■ **Goal of the exercise**:
Every line holding the string "linecap" is to be copied from the entries below.

■ **Items from a data source**:
________________

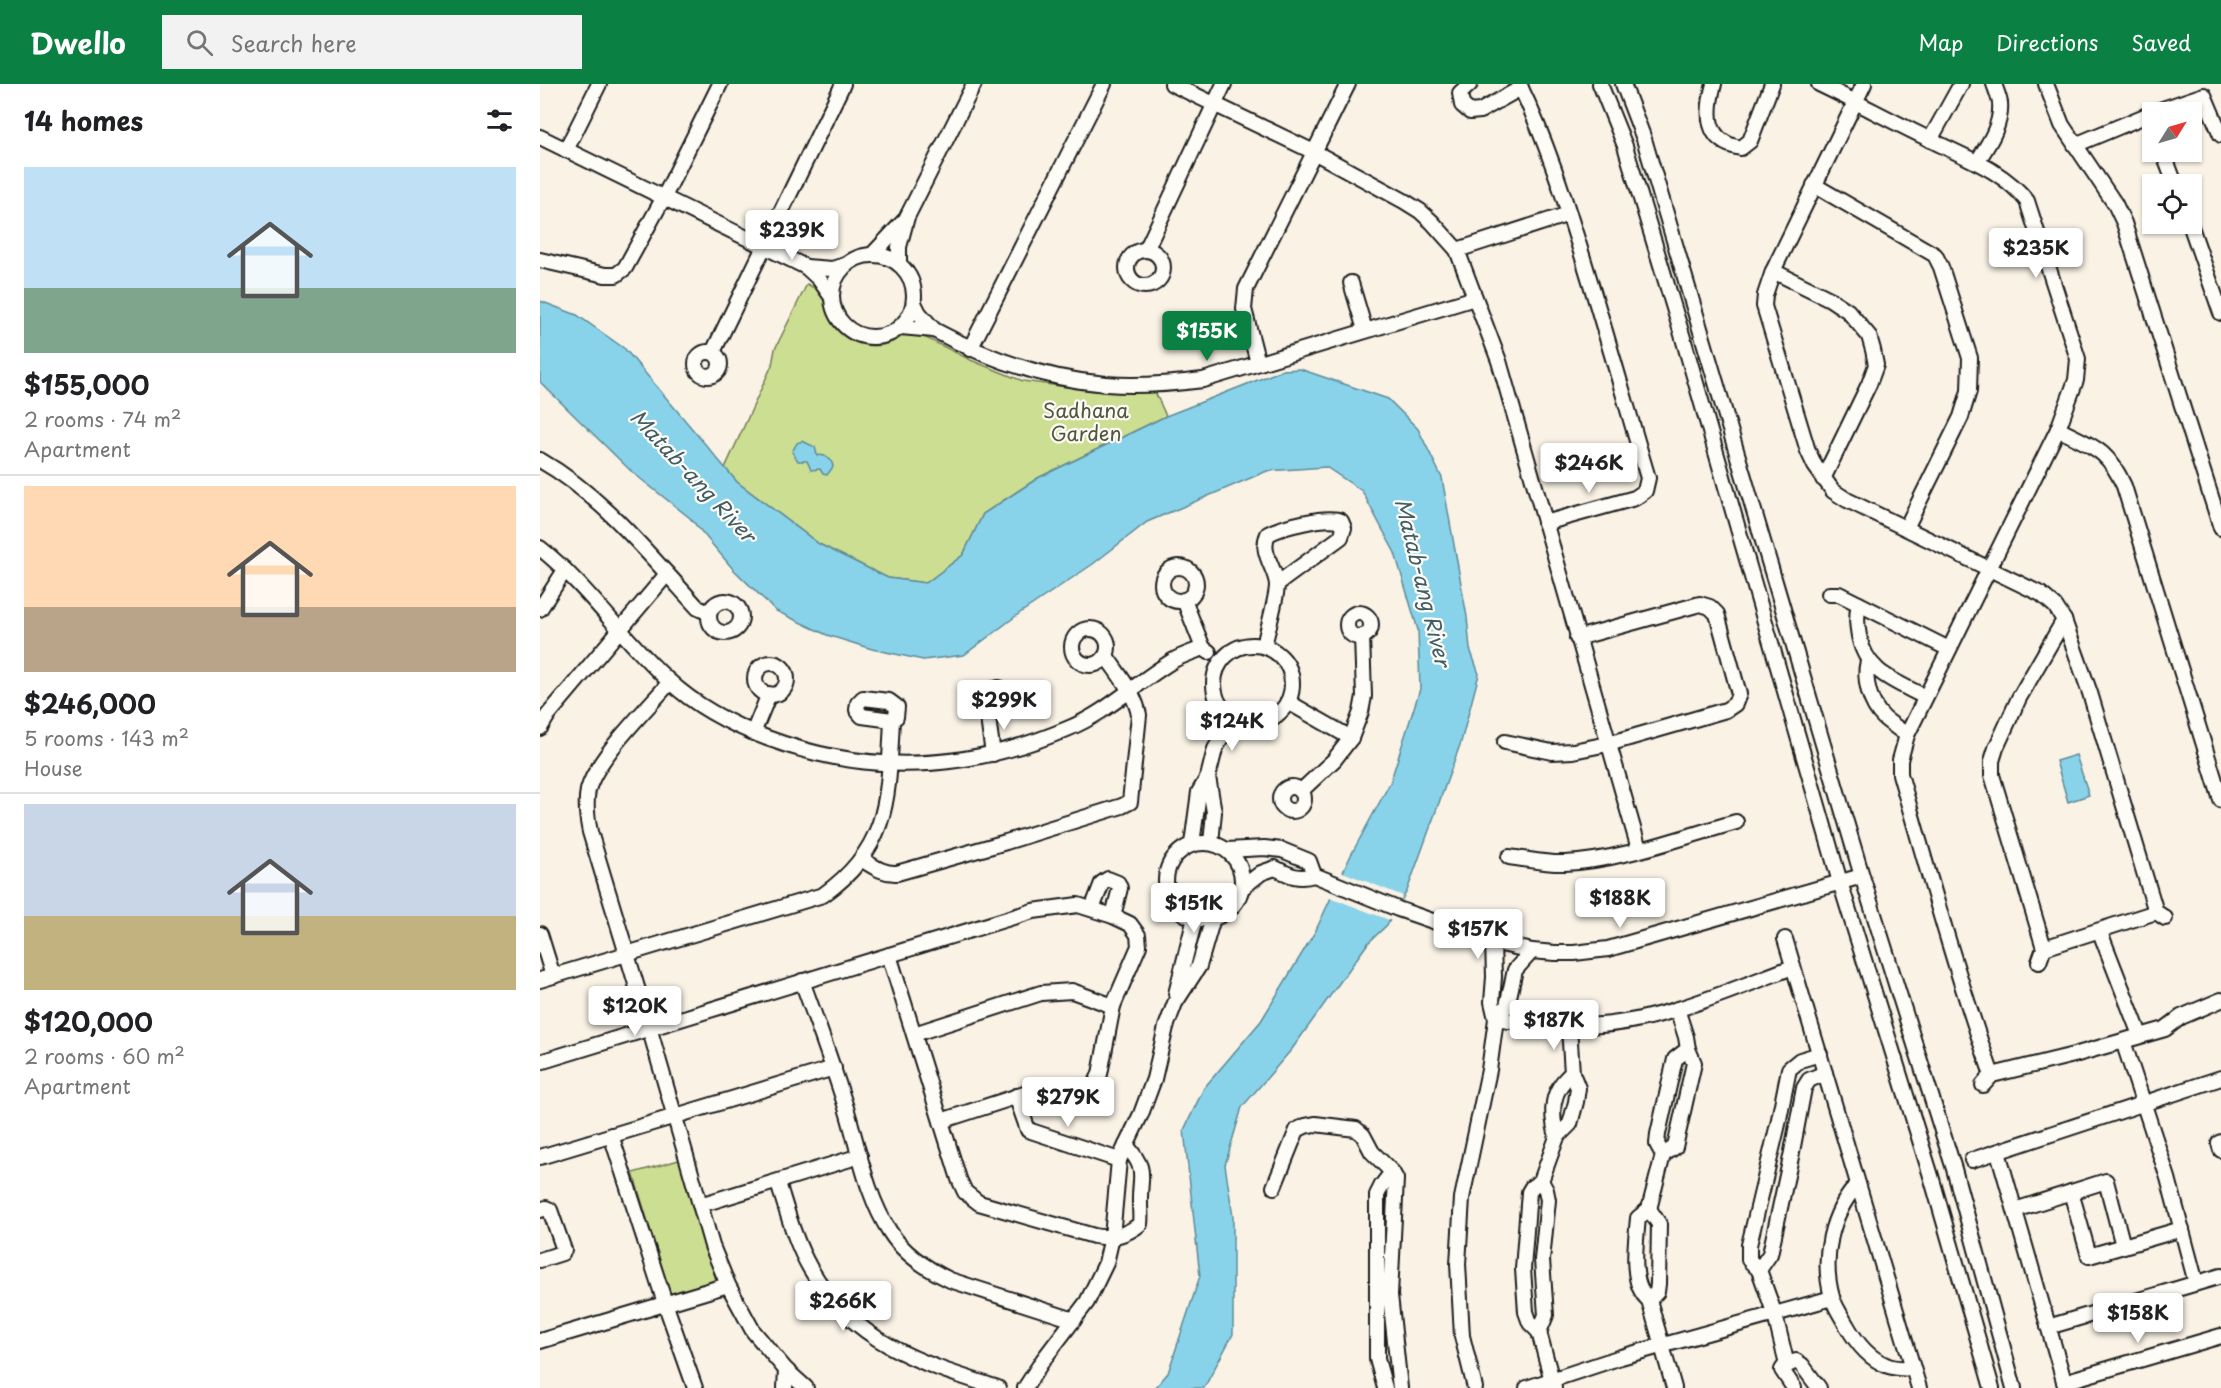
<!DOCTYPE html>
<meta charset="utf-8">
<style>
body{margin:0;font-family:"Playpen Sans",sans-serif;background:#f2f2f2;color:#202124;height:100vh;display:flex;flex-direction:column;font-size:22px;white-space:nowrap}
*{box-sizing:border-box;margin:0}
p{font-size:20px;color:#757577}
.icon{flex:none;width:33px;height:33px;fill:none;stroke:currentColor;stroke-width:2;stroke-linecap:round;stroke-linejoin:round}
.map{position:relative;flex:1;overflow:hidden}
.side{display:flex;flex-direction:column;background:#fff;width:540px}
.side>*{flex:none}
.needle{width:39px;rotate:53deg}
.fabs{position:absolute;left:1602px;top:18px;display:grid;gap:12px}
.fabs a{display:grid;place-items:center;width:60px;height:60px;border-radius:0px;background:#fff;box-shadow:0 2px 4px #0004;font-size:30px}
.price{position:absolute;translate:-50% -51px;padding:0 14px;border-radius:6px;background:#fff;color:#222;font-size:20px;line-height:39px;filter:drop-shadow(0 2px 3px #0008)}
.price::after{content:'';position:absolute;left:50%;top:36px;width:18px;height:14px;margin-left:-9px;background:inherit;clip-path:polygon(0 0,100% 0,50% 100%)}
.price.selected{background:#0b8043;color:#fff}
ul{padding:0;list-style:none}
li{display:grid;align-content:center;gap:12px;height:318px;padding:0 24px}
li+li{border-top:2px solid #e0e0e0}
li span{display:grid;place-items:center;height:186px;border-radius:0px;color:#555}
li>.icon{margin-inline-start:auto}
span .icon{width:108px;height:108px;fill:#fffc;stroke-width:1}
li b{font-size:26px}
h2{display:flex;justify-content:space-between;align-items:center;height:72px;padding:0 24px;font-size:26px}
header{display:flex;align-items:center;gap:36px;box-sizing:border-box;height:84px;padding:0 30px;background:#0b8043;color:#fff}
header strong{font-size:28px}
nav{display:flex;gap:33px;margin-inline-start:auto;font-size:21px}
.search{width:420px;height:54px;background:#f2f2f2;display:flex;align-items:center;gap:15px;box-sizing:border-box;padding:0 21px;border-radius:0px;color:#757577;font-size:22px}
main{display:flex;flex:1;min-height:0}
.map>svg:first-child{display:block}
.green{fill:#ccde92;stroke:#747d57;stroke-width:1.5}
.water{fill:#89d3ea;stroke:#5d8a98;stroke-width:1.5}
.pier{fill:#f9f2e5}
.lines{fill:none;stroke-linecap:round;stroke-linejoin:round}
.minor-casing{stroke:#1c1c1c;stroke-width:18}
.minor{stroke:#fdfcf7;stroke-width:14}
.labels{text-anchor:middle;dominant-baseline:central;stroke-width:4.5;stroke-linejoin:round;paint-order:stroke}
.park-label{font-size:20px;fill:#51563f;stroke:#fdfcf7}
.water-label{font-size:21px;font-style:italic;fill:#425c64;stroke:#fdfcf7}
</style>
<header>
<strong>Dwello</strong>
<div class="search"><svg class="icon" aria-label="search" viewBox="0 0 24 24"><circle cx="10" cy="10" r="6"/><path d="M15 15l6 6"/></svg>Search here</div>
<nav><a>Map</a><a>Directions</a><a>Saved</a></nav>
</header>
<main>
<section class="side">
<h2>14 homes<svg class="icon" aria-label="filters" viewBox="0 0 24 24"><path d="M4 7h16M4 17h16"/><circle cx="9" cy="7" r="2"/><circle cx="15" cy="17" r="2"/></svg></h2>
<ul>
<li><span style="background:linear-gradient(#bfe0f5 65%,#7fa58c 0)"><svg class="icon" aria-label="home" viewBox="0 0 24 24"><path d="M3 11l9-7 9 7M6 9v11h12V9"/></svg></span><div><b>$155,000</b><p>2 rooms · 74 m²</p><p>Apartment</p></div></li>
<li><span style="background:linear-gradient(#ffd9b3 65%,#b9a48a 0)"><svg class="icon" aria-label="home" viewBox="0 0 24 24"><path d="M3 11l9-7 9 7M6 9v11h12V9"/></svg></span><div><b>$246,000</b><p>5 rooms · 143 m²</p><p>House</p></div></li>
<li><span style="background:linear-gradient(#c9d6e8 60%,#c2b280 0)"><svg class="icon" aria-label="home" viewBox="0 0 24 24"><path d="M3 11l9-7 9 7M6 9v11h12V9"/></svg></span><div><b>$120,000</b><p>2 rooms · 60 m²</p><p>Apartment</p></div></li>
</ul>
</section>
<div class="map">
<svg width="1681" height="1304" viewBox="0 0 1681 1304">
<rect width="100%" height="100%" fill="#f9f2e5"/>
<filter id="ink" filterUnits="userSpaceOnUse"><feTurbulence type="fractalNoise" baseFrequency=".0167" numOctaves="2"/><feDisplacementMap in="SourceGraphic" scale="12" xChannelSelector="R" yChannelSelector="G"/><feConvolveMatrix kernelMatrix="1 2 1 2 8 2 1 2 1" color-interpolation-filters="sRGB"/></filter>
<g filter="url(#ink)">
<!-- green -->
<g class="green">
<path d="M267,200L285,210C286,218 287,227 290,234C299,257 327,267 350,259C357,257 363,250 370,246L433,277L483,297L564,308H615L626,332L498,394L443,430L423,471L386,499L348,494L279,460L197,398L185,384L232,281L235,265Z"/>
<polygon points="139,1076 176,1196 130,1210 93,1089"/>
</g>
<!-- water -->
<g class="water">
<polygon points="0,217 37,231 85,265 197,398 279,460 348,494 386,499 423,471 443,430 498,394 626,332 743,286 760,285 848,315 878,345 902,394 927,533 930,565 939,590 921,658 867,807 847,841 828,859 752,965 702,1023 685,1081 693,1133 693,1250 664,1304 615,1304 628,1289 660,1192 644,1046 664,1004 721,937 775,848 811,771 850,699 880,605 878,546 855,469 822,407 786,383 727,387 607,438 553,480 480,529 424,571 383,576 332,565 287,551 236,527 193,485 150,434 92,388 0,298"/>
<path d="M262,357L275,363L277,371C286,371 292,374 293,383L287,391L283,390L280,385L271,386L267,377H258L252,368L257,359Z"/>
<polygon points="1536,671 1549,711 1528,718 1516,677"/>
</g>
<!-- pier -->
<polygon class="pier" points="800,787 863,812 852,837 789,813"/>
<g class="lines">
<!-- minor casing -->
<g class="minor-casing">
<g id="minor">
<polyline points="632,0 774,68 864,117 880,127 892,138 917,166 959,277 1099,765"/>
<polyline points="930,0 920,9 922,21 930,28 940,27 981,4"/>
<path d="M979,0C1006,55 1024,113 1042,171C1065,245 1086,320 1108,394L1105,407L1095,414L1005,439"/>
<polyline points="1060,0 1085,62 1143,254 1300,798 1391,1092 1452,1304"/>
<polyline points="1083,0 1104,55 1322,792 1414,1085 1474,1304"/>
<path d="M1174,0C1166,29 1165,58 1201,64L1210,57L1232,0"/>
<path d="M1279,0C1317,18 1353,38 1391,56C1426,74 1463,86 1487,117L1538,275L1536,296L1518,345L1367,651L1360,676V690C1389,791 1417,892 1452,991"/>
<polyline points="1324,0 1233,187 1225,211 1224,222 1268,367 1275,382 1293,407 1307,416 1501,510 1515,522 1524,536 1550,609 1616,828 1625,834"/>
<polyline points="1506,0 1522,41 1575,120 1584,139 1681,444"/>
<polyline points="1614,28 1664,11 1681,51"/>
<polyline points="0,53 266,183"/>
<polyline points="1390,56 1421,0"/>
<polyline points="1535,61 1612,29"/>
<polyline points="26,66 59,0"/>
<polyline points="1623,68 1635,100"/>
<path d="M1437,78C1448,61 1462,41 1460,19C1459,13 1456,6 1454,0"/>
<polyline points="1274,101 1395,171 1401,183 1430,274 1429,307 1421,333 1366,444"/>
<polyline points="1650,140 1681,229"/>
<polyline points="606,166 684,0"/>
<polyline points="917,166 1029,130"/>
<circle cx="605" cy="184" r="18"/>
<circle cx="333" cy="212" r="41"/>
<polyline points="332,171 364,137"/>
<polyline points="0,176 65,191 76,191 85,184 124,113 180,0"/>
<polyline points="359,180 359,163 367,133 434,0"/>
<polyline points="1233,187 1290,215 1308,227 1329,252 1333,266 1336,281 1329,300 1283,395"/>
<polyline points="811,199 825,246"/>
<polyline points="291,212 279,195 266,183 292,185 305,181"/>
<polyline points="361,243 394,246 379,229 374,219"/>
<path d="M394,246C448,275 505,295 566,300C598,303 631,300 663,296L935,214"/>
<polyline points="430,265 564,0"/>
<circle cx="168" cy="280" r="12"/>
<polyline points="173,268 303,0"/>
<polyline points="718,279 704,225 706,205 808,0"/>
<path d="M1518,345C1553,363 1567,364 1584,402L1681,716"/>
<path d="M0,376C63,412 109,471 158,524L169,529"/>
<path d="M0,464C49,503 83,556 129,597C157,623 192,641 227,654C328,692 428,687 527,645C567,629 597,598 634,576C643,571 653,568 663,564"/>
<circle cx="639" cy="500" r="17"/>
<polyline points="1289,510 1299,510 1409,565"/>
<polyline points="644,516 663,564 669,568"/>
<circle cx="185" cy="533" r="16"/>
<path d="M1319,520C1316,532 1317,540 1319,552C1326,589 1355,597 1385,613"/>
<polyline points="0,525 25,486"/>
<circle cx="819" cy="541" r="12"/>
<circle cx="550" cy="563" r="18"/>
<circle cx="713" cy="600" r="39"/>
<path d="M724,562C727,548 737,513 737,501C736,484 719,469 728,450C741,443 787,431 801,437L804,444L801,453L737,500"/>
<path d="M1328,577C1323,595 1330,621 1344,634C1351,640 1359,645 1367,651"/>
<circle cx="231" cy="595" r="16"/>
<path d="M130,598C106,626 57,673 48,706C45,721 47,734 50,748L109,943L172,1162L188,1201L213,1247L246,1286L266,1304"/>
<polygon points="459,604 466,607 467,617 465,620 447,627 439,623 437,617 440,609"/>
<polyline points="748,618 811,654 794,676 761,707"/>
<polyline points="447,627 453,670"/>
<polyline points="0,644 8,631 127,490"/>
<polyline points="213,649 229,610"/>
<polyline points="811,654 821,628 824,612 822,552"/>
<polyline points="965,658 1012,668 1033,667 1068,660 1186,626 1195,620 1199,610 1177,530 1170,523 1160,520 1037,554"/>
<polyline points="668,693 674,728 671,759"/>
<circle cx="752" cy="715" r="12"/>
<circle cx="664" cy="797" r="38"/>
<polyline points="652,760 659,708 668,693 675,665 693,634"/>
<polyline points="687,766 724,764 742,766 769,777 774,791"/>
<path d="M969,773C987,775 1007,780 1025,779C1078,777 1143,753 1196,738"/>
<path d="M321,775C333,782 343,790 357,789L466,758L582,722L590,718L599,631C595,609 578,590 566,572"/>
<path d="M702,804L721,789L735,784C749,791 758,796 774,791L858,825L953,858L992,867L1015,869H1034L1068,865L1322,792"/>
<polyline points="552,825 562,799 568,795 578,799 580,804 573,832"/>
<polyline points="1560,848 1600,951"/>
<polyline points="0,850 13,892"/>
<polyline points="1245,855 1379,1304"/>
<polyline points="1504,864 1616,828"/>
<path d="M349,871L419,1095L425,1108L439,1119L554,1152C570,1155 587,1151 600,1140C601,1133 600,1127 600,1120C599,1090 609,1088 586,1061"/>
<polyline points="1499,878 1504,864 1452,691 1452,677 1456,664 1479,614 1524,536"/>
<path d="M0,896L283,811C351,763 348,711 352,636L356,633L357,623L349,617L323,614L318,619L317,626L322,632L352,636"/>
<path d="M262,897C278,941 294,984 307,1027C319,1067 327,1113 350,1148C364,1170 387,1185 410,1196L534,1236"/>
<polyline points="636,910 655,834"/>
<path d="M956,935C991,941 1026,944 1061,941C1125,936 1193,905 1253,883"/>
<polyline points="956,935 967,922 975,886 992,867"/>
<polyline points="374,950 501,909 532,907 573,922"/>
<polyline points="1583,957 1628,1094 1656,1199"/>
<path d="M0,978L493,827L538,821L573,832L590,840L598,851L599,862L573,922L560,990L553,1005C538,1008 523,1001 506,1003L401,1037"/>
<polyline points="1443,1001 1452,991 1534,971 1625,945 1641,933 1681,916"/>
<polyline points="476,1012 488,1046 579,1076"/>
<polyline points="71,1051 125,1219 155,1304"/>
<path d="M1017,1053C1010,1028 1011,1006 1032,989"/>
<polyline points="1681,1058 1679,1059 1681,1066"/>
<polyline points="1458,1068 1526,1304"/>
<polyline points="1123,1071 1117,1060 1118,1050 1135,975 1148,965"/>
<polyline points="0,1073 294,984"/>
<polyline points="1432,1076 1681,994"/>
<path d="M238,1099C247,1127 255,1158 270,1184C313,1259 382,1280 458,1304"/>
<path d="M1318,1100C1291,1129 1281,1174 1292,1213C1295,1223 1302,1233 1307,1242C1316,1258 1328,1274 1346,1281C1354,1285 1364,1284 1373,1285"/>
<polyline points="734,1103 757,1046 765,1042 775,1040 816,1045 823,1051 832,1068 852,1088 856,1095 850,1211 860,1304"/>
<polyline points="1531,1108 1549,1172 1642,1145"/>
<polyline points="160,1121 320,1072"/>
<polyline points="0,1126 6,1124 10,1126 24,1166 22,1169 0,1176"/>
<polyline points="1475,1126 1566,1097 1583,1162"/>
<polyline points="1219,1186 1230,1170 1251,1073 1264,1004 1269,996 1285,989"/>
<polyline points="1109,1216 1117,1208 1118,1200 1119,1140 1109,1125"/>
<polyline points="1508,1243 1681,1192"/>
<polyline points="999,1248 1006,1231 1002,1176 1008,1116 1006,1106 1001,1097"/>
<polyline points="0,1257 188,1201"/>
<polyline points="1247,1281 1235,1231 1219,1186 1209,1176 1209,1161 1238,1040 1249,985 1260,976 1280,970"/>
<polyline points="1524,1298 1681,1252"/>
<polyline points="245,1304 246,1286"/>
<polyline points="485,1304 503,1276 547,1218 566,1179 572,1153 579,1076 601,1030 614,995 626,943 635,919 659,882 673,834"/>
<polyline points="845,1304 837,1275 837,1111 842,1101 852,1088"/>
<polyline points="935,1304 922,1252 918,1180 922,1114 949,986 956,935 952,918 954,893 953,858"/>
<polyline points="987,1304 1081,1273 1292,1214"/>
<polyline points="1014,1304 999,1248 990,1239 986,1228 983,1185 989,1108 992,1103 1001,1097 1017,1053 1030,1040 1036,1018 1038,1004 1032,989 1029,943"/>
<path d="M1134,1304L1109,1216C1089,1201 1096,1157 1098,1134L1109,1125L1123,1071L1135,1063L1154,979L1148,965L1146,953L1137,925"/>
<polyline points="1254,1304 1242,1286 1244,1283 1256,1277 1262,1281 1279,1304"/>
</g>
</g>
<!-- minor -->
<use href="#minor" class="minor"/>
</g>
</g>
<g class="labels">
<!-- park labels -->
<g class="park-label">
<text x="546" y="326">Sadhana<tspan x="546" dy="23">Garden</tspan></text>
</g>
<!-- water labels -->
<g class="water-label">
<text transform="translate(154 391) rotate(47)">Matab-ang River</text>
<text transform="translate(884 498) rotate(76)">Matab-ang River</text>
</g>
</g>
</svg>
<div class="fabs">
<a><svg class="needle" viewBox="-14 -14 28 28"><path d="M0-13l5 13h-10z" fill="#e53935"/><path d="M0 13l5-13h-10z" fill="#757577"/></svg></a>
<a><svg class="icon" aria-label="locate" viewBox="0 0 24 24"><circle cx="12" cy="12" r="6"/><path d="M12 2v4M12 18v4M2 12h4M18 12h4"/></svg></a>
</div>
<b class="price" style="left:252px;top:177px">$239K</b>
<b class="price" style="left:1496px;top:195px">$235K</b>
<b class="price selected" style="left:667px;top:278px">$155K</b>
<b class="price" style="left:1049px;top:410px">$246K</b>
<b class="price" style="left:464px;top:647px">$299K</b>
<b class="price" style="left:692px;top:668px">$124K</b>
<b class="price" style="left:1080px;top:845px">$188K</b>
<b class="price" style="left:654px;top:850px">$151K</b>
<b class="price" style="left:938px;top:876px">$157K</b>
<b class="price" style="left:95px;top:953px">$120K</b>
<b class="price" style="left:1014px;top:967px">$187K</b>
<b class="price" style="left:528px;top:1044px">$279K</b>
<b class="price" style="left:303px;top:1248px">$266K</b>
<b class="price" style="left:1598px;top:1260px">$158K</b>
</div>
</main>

________________

■ **Response to this exercise**:
.icon{flex:none;width:33px;height:33px;fill:none;stroke:currentColor;stroke-width:2;stroke-linecap:round;stroke-linejoin:round}
.lines{fill:none;stroke-linecap:round;stroke-linejoin:round}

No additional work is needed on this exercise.